Multi-Region Architecture Design

A multi-region architecture deploys your application across multiple geographic regions to achieve low latency for global users, high availability during regional outages, and compliance with data residency regulations. Going multi-region is one of the most complex infrastructure decisions you can make. It transforms every simple problem — caching, sessions, database writes, deployments — into a distributed systems problem with no clean answers.

Why Go Multi-Region?

Motivation	Single-Region Risk	Multi-Region Benefit
Availability	Regional AWS outage takes you offline	Traffic shifts to healthy region
Latency	Users in Asia get 200ms+ to us-east-1	Users hit nearest region, < 50ms
Compliance	EU data stored in US violates GDPR	Data stays in eu-west-1
Disaster recovery	Single region failure = total outage	RPO/RTO measured in minutes, not hours
Traffic distribution	Single region absorbs all load	Load split across regions

Active-Passive vs Active-Active

The two fundamental multi-region strategies have drastically different complexity and cost profiles.

Active-Passive

Aspect	Details
How it works	All traffic goes to primary.
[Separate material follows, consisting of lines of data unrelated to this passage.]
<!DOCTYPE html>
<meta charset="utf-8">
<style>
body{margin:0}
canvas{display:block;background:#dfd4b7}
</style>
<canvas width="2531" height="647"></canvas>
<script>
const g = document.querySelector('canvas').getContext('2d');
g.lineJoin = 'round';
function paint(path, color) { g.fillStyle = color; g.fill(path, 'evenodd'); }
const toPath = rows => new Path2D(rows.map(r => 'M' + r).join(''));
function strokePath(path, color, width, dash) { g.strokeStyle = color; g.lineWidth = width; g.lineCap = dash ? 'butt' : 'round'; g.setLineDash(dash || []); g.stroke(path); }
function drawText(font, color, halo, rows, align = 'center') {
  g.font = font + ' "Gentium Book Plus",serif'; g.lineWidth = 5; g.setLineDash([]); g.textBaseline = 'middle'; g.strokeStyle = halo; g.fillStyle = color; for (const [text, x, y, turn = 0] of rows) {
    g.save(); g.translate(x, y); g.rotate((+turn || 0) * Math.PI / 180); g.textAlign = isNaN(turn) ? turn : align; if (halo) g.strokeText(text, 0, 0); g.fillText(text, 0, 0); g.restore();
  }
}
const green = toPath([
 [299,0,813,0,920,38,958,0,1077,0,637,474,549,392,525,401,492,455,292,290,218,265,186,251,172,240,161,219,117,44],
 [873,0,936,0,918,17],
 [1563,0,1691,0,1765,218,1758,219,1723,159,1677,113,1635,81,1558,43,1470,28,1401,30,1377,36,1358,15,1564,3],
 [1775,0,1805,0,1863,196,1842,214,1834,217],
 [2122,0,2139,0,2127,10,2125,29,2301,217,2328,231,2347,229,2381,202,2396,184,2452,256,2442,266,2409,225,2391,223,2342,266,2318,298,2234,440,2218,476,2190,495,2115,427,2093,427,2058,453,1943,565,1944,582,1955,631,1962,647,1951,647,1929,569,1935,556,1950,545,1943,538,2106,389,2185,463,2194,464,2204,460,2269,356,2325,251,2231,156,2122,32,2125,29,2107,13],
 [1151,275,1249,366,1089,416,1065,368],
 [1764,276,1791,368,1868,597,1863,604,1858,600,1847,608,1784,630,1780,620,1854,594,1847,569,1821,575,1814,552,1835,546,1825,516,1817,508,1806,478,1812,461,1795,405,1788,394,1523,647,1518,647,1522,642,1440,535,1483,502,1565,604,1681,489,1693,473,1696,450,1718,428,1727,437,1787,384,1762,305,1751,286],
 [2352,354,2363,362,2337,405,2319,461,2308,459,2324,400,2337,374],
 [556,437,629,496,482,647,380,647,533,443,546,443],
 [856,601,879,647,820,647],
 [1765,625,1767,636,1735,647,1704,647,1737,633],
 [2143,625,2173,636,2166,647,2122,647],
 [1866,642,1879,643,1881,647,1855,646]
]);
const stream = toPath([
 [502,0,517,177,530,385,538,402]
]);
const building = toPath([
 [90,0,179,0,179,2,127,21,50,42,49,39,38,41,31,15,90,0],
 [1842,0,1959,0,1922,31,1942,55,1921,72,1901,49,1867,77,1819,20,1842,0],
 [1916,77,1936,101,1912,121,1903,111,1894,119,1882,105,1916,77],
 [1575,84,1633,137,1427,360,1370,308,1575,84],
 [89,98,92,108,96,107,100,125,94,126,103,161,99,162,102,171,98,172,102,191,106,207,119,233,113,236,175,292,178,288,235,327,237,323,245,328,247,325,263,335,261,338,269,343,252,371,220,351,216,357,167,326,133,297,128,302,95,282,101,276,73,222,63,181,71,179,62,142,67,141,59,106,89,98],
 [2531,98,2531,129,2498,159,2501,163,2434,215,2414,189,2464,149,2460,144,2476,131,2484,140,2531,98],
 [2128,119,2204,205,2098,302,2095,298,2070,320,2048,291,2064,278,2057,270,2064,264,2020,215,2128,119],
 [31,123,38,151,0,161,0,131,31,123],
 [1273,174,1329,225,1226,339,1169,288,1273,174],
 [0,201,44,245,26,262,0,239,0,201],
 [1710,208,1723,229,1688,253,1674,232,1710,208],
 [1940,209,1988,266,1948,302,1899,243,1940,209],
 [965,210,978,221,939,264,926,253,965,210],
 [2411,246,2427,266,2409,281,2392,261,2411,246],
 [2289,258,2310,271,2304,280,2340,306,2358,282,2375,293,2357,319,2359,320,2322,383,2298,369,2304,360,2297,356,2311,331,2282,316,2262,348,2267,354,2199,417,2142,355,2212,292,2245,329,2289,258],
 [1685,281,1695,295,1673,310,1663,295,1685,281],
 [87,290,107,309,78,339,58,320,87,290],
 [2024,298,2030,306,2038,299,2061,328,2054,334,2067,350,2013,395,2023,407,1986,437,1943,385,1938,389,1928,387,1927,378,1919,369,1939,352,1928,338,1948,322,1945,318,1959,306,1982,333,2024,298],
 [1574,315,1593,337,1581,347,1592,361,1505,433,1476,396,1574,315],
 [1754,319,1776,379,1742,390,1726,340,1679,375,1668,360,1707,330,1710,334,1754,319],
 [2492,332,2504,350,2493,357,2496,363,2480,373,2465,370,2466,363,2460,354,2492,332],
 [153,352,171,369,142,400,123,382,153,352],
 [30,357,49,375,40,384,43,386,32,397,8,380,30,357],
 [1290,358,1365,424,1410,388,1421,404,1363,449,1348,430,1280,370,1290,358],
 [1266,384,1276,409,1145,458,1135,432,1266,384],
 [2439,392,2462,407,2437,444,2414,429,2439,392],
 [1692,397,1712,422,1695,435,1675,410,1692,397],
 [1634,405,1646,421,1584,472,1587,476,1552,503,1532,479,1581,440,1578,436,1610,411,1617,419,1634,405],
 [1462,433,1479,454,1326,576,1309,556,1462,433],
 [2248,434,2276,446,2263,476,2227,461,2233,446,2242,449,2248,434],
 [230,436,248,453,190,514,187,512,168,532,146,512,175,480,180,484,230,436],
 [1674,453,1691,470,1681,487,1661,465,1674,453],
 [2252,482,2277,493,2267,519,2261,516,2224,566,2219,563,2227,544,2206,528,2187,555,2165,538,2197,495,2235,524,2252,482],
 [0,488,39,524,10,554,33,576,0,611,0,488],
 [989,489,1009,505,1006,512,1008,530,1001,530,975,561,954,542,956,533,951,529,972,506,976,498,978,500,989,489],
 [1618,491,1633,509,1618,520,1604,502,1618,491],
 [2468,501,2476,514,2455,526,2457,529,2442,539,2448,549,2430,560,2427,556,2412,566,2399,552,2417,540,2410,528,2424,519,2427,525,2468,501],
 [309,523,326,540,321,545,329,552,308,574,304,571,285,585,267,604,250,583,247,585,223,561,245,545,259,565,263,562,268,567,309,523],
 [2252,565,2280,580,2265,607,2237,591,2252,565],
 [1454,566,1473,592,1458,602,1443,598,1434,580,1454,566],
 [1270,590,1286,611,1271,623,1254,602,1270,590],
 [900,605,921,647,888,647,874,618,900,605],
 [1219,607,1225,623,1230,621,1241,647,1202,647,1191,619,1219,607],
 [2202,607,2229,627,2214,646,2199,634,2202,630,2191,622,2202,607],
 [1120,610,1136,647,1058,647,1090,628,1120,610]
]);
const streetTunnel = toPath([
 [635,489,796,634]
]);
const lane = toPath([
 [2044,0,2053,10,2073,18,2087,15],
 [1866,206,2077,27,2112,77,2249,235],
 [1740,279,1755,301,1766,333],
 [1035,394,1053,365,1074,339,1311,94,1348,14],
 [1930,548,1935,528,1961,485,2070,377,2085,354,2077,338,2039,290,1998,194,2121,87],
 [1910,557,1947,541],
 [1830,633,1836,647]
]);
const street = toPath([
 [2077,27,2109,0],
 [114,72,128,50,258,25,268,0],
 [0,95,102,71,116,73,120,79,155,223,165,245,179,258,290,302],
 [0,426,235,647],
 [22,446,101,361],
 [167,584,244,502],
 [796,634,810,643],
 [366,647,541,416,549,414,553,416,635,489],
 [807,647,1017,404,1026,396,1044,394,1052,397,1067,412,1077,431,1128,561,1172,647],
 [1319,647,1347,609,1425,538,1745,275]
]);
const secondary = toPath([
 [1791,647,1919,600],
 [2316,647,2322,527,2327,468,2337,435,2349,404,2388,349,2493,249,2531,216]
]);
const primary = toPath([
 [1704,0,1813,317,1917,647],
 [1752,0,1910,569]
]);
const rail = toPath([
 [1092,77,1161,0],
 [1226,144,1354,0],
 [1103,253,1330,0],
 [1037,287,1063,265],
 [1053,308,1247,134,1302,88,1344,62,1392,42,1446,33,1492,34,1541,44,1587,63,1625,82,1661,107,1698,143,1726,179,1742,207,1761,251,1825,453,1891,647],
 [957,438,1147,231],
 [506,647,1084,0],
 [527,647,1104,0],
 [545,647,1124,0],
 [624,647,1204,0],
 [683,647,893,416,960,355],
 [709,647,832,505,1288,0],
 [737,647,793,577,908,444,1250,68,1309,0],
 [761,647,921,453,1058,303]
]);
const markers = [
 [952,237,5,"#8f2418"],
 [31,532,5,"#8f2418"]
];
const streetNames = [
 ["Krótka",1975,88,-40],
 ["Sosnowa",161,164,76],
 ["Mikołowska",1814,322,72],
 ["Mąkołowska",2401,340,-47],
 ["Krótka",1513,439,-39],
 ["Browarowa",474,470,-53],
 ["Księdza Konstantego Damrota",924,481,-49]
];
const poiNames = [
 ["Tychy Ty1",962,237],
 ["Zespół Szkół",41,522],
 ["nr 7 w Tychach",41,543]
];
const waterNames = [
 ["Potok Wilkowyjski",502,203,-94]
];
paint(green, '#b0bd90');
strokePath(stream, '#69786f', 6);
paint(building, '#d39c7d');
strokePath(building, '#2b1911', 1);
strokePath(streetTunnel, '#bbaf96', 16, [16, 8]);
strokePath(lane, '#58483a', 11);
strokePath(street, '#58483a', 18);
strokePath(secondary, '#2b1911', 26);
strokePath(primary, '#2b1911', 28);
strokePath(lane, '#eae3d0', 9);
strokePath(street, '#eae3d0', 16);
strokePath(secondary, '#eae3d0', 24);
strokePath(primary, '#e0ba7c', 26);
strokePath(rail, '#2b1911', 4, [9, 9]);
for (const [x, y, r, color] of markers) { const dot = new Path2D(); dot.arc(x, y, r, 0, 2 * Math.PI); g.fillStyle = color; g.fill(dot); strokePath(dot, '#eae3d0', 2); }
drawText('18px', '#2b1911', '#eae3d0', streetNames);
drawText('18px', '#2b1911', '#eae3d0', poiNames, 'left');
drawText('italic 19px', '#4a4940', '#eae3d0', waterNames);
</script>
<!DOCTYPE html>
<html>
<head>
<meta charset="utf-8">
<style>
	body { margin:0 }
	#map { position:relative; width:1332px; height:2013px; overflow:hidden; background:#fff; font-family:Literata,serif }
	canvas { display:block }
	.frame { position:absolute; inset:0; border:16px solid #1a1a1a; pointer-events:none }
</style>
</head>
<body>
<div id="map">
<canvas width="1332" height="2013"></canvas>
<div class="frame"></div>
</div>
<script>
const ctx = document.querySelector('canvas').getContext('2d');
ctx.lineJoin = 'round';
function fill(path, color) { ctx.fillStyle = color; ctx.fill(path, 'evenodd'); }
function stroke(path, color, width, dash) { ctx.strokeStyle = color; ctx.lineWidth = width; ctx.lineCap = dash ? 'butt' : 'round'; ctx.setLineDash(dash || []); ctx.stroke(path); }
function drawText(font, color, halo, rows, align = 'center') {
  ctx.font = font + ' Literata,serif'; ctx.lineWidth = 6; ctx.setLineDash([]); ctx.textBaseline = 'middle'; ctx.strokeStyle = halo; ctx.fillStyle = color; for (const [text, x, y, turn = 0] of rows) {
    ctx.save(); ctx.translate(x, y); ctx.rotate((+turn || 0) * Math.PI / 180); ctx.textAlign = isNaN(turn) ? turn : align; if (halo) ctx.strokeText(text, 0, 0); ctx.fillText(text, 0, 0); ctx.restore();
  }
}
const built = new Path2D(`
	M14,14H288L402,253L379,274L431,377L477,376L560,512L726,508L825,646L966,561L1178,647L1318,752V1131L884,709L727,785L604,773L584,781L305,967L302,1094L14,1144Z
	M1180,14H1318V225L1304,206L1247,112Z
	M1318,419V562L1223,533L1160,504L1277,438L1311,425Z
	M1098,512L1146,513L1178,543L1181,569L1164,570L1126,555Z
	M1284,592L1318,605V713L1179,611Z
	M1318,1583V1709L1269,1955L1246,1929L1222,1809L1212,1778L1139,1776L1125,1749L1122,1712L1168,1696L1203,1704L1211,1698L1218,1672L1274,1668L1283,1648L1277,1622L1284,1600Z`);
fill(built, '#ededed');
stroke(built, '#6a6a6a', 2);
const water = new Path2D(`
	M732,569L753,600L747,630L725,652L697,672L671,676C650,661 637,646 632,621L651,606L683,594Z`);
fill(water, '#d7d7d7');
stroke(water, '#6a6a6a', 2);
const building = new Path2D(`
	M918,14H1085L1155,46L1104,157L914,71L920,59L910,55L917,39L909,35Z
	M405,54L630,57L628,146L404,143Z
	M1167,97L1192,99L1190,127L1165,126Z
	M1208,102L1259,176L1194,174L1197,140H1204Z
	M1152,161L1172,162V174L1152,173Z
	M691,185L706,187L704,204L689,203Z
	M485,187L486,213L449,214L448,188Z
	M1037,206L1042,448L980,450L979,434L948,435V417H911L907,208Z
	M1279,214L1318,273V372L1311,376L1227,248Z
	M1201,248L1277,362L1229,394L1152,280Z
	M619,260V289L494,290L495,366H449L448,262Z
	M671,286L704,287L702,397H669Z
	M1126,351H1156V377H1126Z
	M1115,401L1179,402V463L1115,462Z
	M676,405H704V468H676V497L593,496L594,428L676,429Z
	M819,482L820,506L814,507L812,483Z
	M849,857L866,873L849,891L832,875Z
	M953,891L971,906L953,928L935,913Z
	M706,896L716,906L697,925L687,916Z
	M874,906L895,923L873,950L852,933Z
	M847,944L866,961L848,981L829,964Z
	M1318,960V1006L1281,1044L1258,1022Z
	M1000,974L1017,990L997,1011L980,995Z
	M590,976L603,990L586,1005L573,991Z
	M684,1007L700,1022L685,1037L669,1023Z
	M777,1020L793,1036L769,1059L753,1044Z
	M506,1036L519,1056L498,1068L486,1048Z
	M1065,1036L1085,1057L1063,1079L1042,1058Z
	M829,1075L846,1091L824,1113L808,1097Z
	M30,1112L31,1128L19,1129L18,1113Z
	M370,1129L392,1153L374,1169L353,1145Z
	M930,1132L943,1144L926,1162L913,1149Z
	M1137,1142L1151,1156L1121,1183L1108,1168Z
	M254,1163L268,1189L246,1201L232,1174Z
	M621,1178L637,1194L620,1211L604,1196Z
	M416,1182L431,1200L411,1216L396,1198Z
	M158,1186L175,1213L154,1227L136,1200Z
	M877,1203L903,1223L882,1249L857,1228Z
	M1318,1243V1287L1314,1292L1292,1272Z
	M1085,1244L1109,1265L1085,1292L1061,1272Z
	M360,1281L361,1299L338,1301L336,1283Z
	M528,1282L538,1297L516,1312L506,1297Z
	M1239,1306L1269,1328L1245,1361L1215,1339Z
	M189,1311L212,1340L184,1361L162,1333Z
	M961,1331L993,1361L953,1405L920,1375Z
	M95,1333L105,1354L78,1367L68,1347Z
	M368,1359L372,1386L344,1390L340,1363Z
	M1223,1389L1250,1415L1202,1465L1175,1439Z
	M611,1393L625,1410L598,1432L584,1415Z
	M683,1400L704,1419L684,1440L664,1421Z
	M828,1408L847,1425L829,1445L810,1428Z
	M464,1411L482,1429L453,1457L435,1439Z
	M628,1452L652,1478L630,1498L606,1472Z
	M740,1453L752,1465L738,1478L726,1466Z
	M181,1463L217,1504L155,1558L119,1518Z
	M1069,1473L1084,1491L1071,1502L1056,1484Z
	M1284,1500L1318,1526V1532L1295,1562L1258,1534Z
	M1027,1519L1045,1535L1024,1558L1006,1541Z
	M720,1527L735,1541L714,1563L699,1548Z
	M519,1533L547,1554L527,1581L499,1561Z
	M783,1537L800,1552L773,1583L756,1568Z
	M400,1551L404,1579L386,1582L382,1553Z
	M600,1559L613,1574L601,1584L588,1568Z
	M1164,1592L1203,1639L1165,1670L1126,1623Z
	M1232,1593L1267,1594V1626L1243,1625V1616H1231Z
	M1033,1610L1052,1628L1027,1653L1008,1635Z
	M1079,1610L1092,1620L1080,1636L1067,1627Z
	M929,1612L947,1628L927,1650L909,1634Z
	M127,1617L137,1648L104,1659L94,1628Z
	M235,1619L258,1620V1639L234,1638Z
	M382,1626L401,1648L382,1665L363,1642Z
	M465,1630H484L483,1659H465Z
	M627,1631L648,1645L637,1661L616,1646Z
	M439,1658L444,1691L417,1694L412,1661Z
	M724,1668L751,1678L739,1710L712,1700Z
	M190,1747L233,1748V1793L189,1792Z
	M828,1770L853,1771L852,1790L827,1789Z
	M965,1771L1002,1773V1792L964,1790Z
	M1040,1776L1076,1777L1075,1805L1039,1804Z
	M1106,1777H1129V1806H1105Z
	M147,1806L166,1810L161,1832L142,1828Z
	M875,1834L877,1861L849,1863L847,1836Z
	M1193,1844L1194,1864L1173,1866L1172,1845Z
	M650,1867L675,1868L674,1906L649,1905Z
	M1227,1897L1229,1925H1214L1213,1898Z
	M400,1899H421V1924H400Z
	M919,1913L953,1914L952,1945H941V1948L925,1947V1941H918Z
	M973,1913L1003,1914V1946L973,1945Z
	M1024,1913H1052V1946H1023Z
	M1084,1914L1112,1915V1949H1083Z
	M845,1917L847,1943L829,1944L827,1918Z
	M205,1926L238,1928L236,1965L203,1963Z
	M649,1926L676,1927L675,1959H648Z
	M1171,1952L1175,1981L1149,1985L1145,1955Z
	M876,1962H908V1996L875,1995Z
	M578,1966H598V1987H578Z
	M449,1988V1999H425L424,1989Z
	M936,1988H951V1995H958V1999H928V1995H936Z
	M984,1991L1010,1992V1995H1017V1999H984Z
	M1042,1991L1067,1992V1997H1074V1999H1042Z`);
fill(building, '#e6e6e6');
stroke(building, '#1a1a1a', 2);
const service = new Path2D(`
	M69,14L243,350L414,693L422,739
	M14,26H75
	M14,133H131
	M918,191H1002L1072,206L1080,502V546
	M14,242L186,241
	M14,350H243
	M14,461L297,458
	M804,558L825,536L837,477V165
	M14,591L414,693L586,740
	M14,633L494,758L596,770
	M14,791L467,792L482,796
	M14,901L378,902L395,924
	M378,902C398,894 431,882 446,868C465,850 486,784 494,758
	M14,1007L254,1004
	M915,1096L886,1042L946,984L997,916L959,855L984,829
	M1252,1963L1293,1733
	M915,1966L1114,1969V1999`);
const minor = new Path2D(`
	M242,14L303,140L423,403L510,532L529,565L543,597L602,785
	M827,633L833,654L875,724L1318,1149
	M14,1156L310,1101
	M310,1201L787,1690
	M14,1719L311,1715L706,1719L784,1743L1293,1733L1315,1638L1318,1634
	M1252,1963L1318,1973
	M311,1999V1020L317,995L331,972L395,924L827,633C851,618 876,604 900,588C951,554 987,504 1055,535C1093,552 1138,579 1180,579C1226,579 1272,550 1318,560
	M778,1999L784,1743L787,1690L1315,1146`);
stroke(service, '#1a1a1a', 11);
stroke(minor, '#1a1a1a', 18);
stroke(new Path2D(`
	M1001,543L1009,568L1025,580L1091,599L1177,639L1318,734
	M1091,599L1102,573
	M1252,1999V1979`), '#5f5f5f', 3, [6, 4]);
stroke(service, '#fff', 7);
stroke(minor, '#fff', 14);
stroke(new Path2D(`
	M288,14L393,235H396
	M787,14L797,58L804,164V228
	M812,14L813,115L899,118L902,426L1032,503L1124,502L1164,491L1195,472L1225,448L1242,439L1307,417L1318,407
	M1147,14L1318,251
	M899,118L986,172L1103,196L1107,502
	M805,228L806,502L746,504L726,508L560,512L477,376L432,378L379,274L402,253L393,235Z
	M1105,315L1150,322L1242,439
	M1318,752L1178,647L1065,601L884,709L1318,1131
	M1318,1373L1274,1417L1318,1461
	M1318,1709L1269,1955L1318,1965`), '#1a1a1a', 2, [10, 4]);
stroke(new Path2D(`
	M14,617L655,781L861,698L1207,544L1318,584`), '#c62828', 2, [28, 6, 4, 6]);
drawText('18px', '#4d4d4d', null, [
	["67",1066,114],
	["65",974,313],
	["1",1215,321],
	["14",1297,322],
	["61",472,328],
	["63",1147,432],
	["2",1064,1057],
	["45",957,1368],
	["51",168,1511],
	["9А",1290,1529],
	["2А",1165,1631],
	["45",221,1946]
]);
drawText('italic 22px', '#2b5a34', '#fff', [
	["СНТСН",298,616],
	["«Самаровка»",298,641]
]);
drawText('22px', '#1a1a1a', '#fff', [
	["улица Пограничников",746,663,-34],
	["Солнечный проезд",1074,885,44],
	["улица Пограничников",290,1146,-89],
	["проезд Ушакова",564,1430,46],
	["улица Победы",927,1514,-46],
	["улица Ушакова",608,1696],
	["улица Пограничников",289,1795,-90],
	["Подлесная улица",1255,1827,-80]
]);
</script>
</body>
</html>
DR region is warm standby.
Failover	DNS or load balancer switches traffic to DR region
RTO	5-30 minutes (DNS propagation + cache warming)
RPO	Seconds to minutes (depends on replication lag)
Cost	~1.3-1.5x single region (standby infra is underutilized)
Complexity	Moderate — replication + failover automation

Failover process:

typescript

// Automated failover with health checks
class FailoverController {
  private consecutiveFailures = 0;
  private readonly failoverThreshold = 3;

  async checkPrimaryHealth(): Promise<void> {
    try {
      const response = await fetch('https://primary.example.com/health', {
        signal: AbortSignal.timeout(5000),
      });

      if (response.ok) {
        this.consecutiveFailures = 0;
        return;
      }

      this.consecutiveFailures++;
    } catch {
      this.consecutiveFailures++;
    }

    if (this.consecutiveFailures >= this.failoverThreshold) {
      await this.initiateFailover();
    }
  }

  private async initiateFailover(): Promise<void> {
    console.log('Initiating failover to DR region...');

    // 1. Promote DB replica to primary
    await this.promoteReplica('us-west-2');

    // 2. Update DNS to point to DR region
    await this.updateDNS('api.example.com', 'dr-lb.us-west-2.example.com');

    // 3. Warm caches in DR region
    await this.warmCaches('us-west-2');

    // 4. Alert on-call team
    await this.notify('FAILOVER EXECUTED: traffic now in us-west-2');
  }
}

Active-Active

Aspect	Details
How it works	All regions serve traffic simultaneously. Writes accepted everywhere.
Failover	Automatic — DNS removes unhealthy region
RTO	Near-zero (other regions already serving traffic)
RPO	Depends on conflict resolution strategy
Cost	~2-3x single region (all regions fully active)
Complexity	Very high — write conflicts, data consistency, split-brain

Comparison Matrix

Factor	Active-Passive	Active-Active
Latency	High for remote users	Low globally
Availability	99.95% (with fast failover)	99.99%+
Cost	1.3-1.5x	2-3x
Complexity	Moderate	Very high
Data consistency	Strong (single writer)	Eventual (multi-writer)
Write conflicts	None	Must be resolved
Failover time	5-30 minutes	Seconds
Operational burden	Medium	Very high

DNS Routing Strategies

DNS is the front door of multi-region architecture. The routing strategy determines which region serves each user.

Latency-Based Routing

Route users to the region with the lowest measured latency. AWS Route 53 continuously measures latency from its global network to each region.

hcl

# Terraform — Route 53 latency-based routing
resource "aws_route53_record" "api_us" {
  zone_id        = aws_route53_zone.main.zone_id
  name           = "api.example.com"
  type           = "A"
  set_identifier = "us-east-1"

  latency_routing_policy {
    region = "us-east-1"
  }

  alias {
    name                   = aws_lb.us_east.dns_name
    zone_id                = aws_lb.us_east.zone_id
    evaluate_target_health = true
  }
}

resource "aws_route53_record" "api_eu" {
  zone_id        = aws_route53_zone.main.zone_id
  name           = "api.example.com"
  type           = "A"
  set_identifier = "eu-west-1"

  latency_routing_policy {
    region = "eu-west-1"
  }

  alias {
    name                   = aws_lb.eu_west.dns_name
    zone_id                = aws_lb.eu_west.zone_id
    evaluate_target_health = true
  }
}

Geolocation-Based Routing

Route based on the geographic location of the DNS resolver. Useful for compliance (GDPR) and content localization.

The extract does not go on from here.